Exercise requirements: All lines with the word "background" in the material below are required.

Study material:
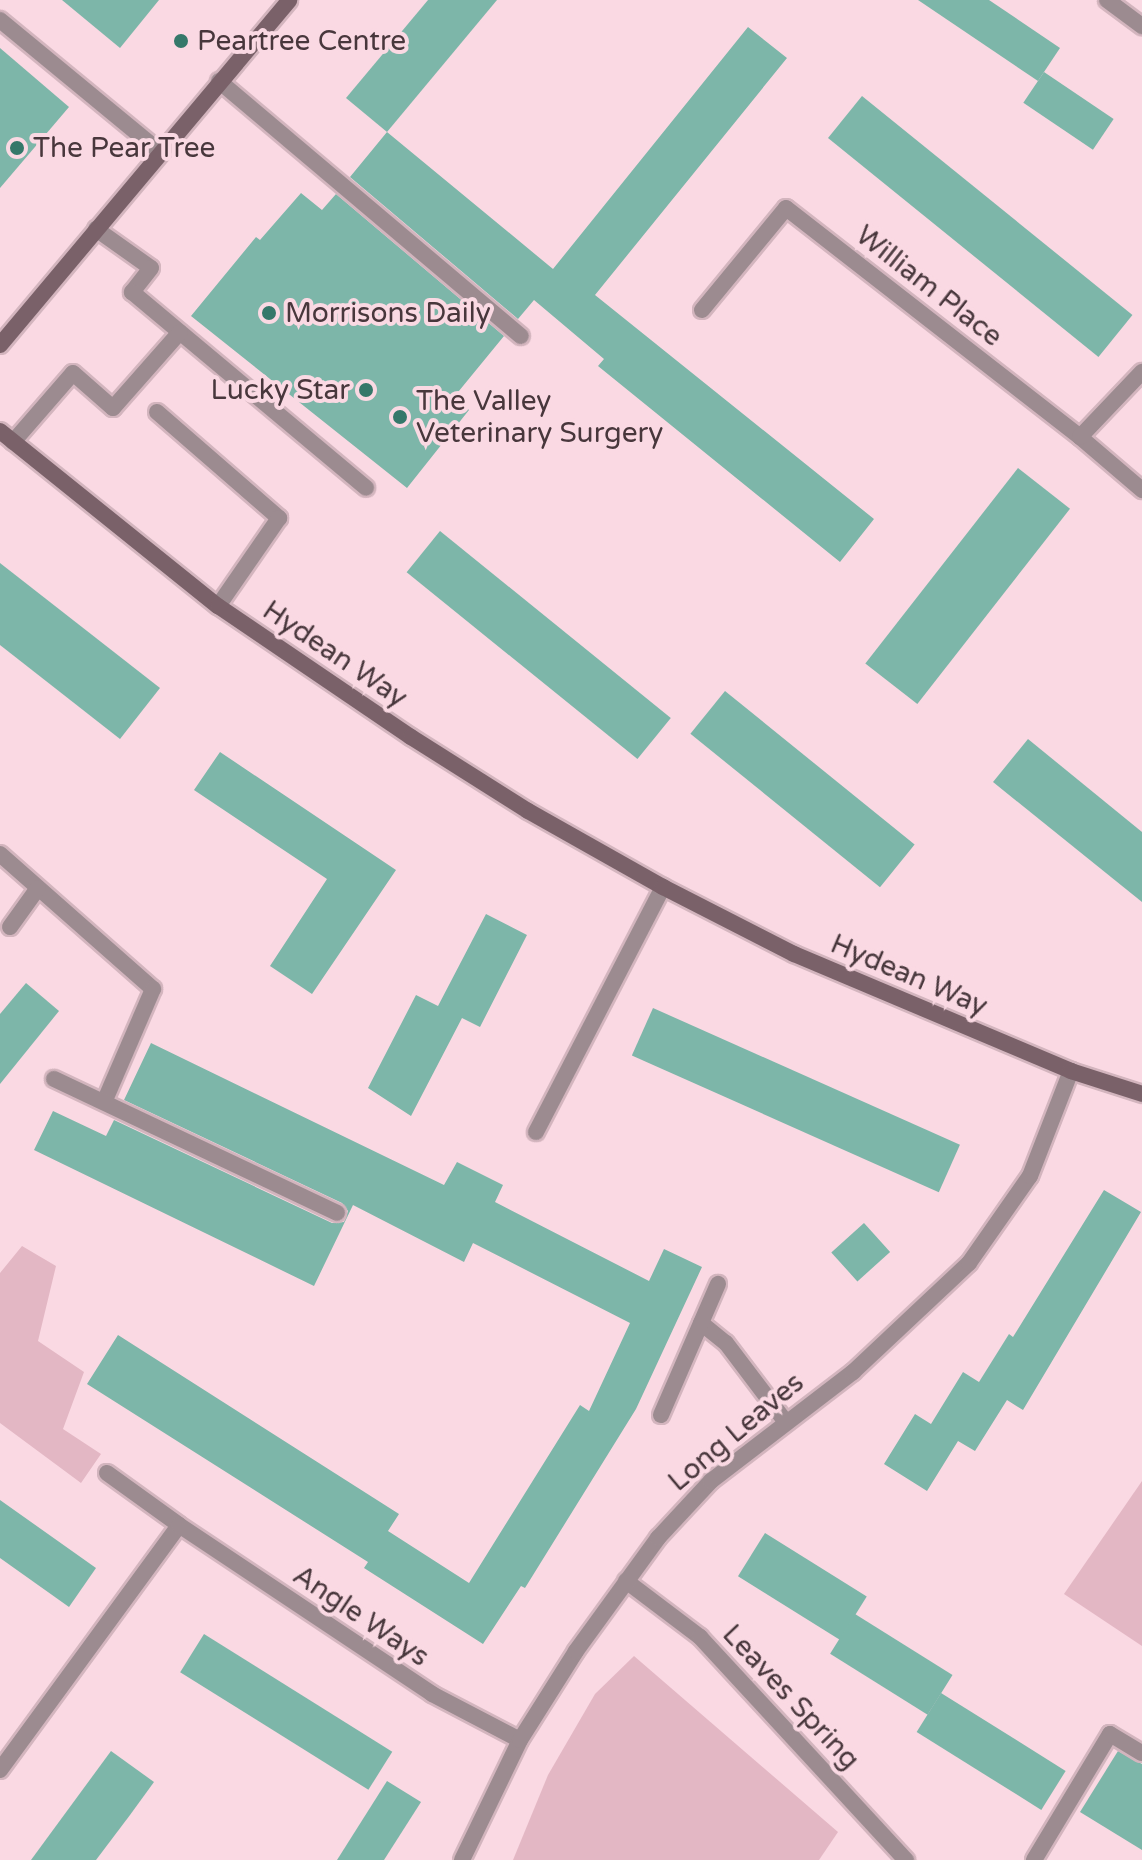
<!DOCTYPE html>
<style>
body{margin:0}
#map{position:relative;width:1142px;height:1860px;overflow:hidden;background:#fad9e3;font-family:"Varela Round",sans-serif}
div>[style]{position:absolute}
.green>*{inset:0;background:#e3b7c4}
.building>*{inset:0;background:#7db6a9;transform-origin:0 0}
.roads{filter:drop-shadow(2px 0 #d3b5be) drop-shadow(-2px 0 #d3b5be) drop-shadow(0 2px #d3b5be) drop-shadow(0 -2px #d3b5be)}
.lane>*{height:16px;margin:-8px;padding:0 8px;transform-origin:8px;border-radius:8px;background:#9c8b90}
.street>*{height:16px;margin:-8px;padding:0 8px;transform-origin:8px;border-radius:8px;background:#9c8b90}
.secondary>*{height:16px;margin:-8px;padding:0 8px;transform-origin:8px;border-radius:8px;background:#7a6169}
.dots>*{width:22px;height:22px;translate:-50% -50%;box-sizing:border-box;border:4px solid #fad9e3;border-radius:50%}
span{translate:-50% -50%;white-space:nowrap;text-align:center;line-height:1.15;-webkit-text-stroke:8px #fad9e3;paint-order:stroke}
.poi-label{font-size:28px;color:#48373c}
.left{translate:0 -50%;text-align:left}
.right{translate:-100% -50%;text-align:right}
.street-label{font-size:28px;color:#48373c}
</style>
<div id="map">
<div class="green">
<i style="clip-path:polygon(22px 1246px,56px 1266px,38px 1341px,84px 1372px,63px 1429px,101px 1454px,81px 1483px,0 1423px,0 1273px)"></i>
<i style="clip-path:polygon(1142px 1481px,1142px 1646px,1064px 1594px)"></i>
<i style="clip-path:polygon(634px 1656px,838px 1832px,819px 1860px,513px 1860px,548px 1775px,595px 1694px)"></i>
</div>
<div class="building">
<i style="clip-path:polygon(62px 0,159px 0,120px 48px)"></i>
<i style="clip-path:polygon(428px 0,497px 0,387px 132px,346px 98px)"></i>
<i style="clip-path:polygon(918px 0,989px 0,1060px 48px,1038px 81px)"></i>
<i style="clip-path:polygon(748px 27px,787px 58px,595px 295px,874px 519px,840px 562px,598px 366px,604px 359px,534px 300px,518px 319px,350px 177px,387px 132px,553px 269px)"></i>
<i style="clip-path:polygon(0 48px,69px 107px,0 188px)"></i>
<i style="left:1044px;top:72px;width:84px;height:37px;rotate:34deg"></i>
<i style="left:862px;top:96px;width:348px;height:54px;rotate:39deg"></i>
<i style="clip-path:polygon(301px 193px,322px 210px,336px 194px,504px 336px,454px 397px,469px 410px,407px 488px,191px 316px,256px 237px,260px 240px)"></i>
<i style="left:1018px;top:468px;width:66px;height:248px;rotate:38deg"></i>
<i style="left:440px;top:531px;width:297px;height:53px;rotate:39deg"></i>
<i style="clip-path:polygon(0 563px,160px 688px,120px 739px,0 645px)"></i>
<i style="left:725px;top:691px;width:244px;height:55px;rotate:39deg"></i>
<i style="clip-path:polygon(1028px 739px,1142px 832px,1142px 902px,993px 782px)"></i>
<i style="clip-path:polygon(220px 752px,396px 870px,312px 994px,270px 966px,327px 879px,194px 790px)"></i>
<i style="clip-path:polygon(486px 914px,527px 935px,480px 1027px,462px 1018px,411px 1116px,368px 1088px,416px 995px,438px 1006px)"></i>
<i style="clip-path:polygon(26px 983px,59px 1011px,0 1084px,0 1014px)"></i>
<i style="left:653px;top:1008px;width:336px;height:52px;rotate:24deg"></i>
<i style="clip-path:polygon(151px 1043px,444px 1185px,457px 1162px,503px 1185px,495px 1202px,649px 1281px,664px 1249px,702px 1267px,636px 1409px,525px 1588px,521px 1586px,483px 1644px,364px 1568px,368px 1562px,87px 1384px,118px 1335px,399px 1514px,388px 1531px,469px 1583px,580px 1405px,589px 1411px,630px 1323px,473px 1243px,464px 1262px,353px 1205px,314px 1286px,34px 1150px,53px 1111px,106px 1136px,114px 1120px,332px 1223px,344px 1222px,348px 1211px,342px 1203px,124px 1100px)"></i>
<i style="clip-path:polygon(1104px 1190px,1141px 1212px,1023px 1410px,1007px 1400px,975px 1451px,958px 1441px,927px 1491px,884px 1464px,915px 1414px,931px 1424px,963px 1372px,979px 1382px,1009px 1334px,1013px 1337px)"></i>
<i style="left:864px;top:1223px;width:39px;height:44px;rotate:48deg"></i>
<i style="clip-path:polygon(0 1500px,96px 1568px,69px 1607px,0 1558px)"></i>
<i style="left:765px;top:1533px;width:120px;height:51px;rotate:32deg"></i>
<i style="left:855px;top:1614px;width:115px;height:47px;rotate:32deg"></i>
<i style="left:204px;top:1634px;width:222px;height:45px;rotate:32deg"></i>
<i style="left:941px;top:1693px;width:147px;height:46px;rotate:32deg"></i>
<i style="clip-path:polygon(111px 1751px,154px 1782px,130px 1815px,96px 1860px,31px 1860px)"></i>
<i style="clip-path:polygon(1118px 1751px,1142px 1764px,1142px 1850px,1080px 1812px)"></i>
<i style="clip-path:polygon(387px 1781px,421px 1802px,384px 1860px,337px 1860px)"></i>
</div>
<div class="roads">
<div class="lane">
<i style="left:0;top:20px;width:207px;rotate:39.5deg"></i>
<i style="left:219px;top:81px;width:395px;rotate:40.2deg"></i>
<i style="left:157px;top:412px;width:162px;rotate:41deg"></i>
<i style="left:279px;top:518px;width:107px;rotate:124.7deg"></i>
<i style="left:0;top:854px;width:204px;rotate:41.4deg"></i>
<i style="left:153px;top:989px;width:123px;rotate:113.4deg"></i>
<i style="left:10px;top:927px;width:48px;rotate:-54.3deg"></i>
<i style="left:54px;top:1079px;width:313px;rotate:25.3deg"></i>
<i style="left:701px;top:1323px;width:32px;rotate:39deg"></i>
<i style="left:726px;top:1343px;width:98px;rotate:52.9deg"></i>
<i style="left:661px;top:1415px;width:143px;rotate:-66.5deg"></i>
<i style="left:1034px;top:1860px;width:147px;rotate:-58.9deg"></i>
<i style="left:1110px;top:1734px;width:37px;rotate:31deg"></i>
</div>
<div class="street">
<i style="left:1107px;top:0;width:44px;rotate:36.6deg"></i>
<i style="left:96px;top:229px;width:67px;rotate:35.3deg"></i>
<i style="left:151px;top:268px;width:31px;rotate:128deg"></i>
<i style="left:132px;top:292px;width:305px;rotate:39.9deg"></i>
<i style="left:702px;top:310px;width:132px;rotate:-50.5deg"></i>
<i style="left:786px;top:208px;width:373px;rotate:37.9deg"></i>
<i style="left:1080px;top:437px;width:82px;rotate:40.5deg"></i>
<i style="left:1080px;top:437px;width:90px;rotate:-46.4deg"></i>
<i style="left:13px;top:442px;width:91px;rotate:-49deg"></i>
<i style="left:73px;top:373px;width:53px;rotate:41.2deg"></i>
<i style="left:113px;top:408px;width:101px;rotate:-48.6deg"></i>
<i style="left:536px;top:1132px;width:276px;rotate:-62.6deg"></i>
<i style="left:107px;top:1473px;width:89px;rotate:35.8deg"></i>
<i style="left:626px;top:1581px;width:93px;rotate:37.1deg"></i>
<i style="left:700px;top:1637px;width:304px;rotate:47.3deg"></i>
<i style="left:0;top:1770px;width:303px;rotate:-53.8deg"></i>
<i style="left:179px;top:1525px;width:304px;rotate:33.7deg"></i>
<i style="left:432px;top:1694px;width:99px;rotate:27.6deg"></i>
<i style="left:462px;top:1860px;width:133px;rotate:-64.2deg"></i>
<i style="left:520px;top:1740px;width:105px;rotate:-57.8deg"></i>
<i style="left:576px;top:1651px;width:140px;rotate:-54deg"></i>
<i style="left:658px;top:1538px;width:78px;rotate:-47.1deg"></i>
<i style="left:711px;top:1481px;width:179px;rotate:-37.5deg"></i>
<i style="left:853px;top:1372px;width:159px;rotate:-43.2deg"></i>
<i style="left:969px;top:1263px;width:106px;rotate:-55deg"></i>
<i style="left:1030px;top:1176px;width:113px;rotate:-68.7deg"></i>
</div>
<div class="secondary">
<i style="left:0;top:345px;width:450px;rotate:-50deg"></i>
<i style="left:0;top:431px;width:280px;rotate:38.8deg"></i>
<i style="left:218px;top:606px;width:233px;rotate:34.2deg"></i>
<i style="left:411px;top:737px;width:138px;rotate:32.3deg"></i>
<i style="left:528px;top:811px;width:155px;rotate:29.4deg"></i>
<i style="left:663px;top:887px;width:147px;rotate:27.1deg"></i>
<i style="left:794px;top:954px;width:301px;rotate:22.9deg"></i>
<i style="left:1071px;top:1071px;width:75px;rotate:17.9deg"></i>
</div>
</div>
<div class="dots">
<i style="left:181px;top:41px;background:#35786a"></i>
<i style="left:17px;top:148px;background:#35786a"></i>
<i style="left:269px;top:313px;background:#35786a"></i>
<i style="left:366px;top:390px;background:#35786a"></i>
<i style="left:400px;top:417px;background:#35786a"></i>
</div>
<div class="poi-label">
<span class="left" style="left:197px;top:41px">Peartree Centre</span>
<span class="left" style="left:33px;top:148px">The Pear Tree</span>
<span class="left" style="left:285px;top:313px">Morrisons Daily</span>
<span class="right" style="left:350px;top:390px">Lucky Star</span>
<span class="left" style="left:416px;top:417px">The Valley<br>Veterinary Surgery</span>
</div>
<div class="street-label">
<span style="left:929px;top:286px;rotate:38deg">William Place</span>
<span style="left:335px;top:654px;rotate:34deg">Hydean Way</span>
<span style="left:909px;top:975px;rotate:23deg">Hydean Way</span>
<span style="left:736px;top:1432px;rotate:-40deg">Long Leaves</span>
<span style="left:361px;top:1616px;rotate:34deg">Angle Ways</span>
<span style="left:791px;top:1697px;rotate:47deg">Leaves Spring</span>
</div>
</div>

Solution:
#map{position:relative;width:1142px;height:1860px;overflow:hidden;background:#fad9e3;font-family:"Varela Round",sans-serif}
.green>*{inset:0;background:#e3b7c4}
.building>*{inset:0;background:#7db6a9;transform-origin:0 0}
.lane>*{height:16px;margin:-8px;padding:0 8px;transform-origin:8px;border-radius:8px;background:#9c8b90}
.street>*{height:16px;margin:-8px;padding:0 8px;transform-origin:8px;border-radius:8px;background:#9c8b90}
.secondary>*{height:16px;margin:-8px;padding:0 8px;transform-origin:8px;border-radius:8px;background:#7a6169}
<i style="left:181px;top:41px;background:#35786a"></i>
<i style="left:17px;top:148px;background:#35786a"></i>
<i style="left:269px;top:313px;background:#35786a"></i>
<i style="left:366px;top:390px;background:#35786a"></i>
<i style="left:400px;top:417px;background:#35786a"></i>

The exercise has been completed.